(ACTIVITY): Line by line, return the listing exactly, without any of the images.

(TASK DATA):
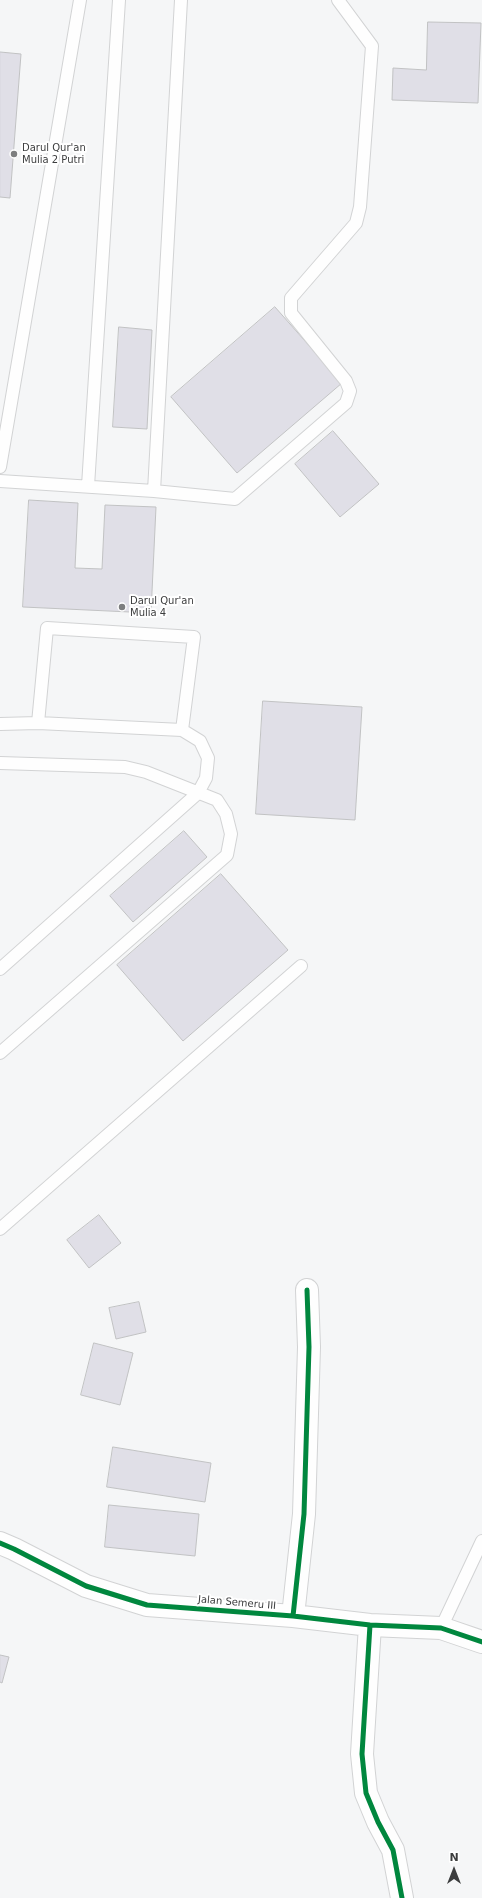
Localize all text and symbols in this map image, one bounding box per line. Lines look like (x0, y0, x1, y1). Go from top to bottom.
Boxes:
place label: Darul Qur'an Mulia 2 Putri (22, 142, 86, 166)
marker: Darul Qur'an Mulia 2 Putri (9, 149, 19, 159)
place label: Darul Qur'an Mulia 4 (130, 595, 194, 618)
marker: Darul Qur'an Mulia 4 (117, 602, 127, 612)
street label: Jalan Semeru III (197, 1594, 277, 1612)
north arrow (434, 1850, 474, 1890)
text: N (449, 1851, 459, 1864)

(RESULT OF THE EXERCISE):
Localize all text and symbols in this map image, one bounding box per line. Lines look like (x0, y0, x1, y1). Go from top to bottom.
Boxes:
place label: Darul Qur'an Mulia 2 Putri (22, 142, 86, 166)
marker: Darul Qur'an Mulia 2 Putri (9, 149, 19, 159)
place label: Darul Qur'an Mulia 4 (130, 595, 194, 618)
marker: Darul Qur'an Mulia 4 (117, 602, 127, 612)
street label: Jalan Semeru III (197, 1594, 277, 1612)
north arrow (434, 1850, 474, 1890)
text: N (449, 1851, 459, 1864)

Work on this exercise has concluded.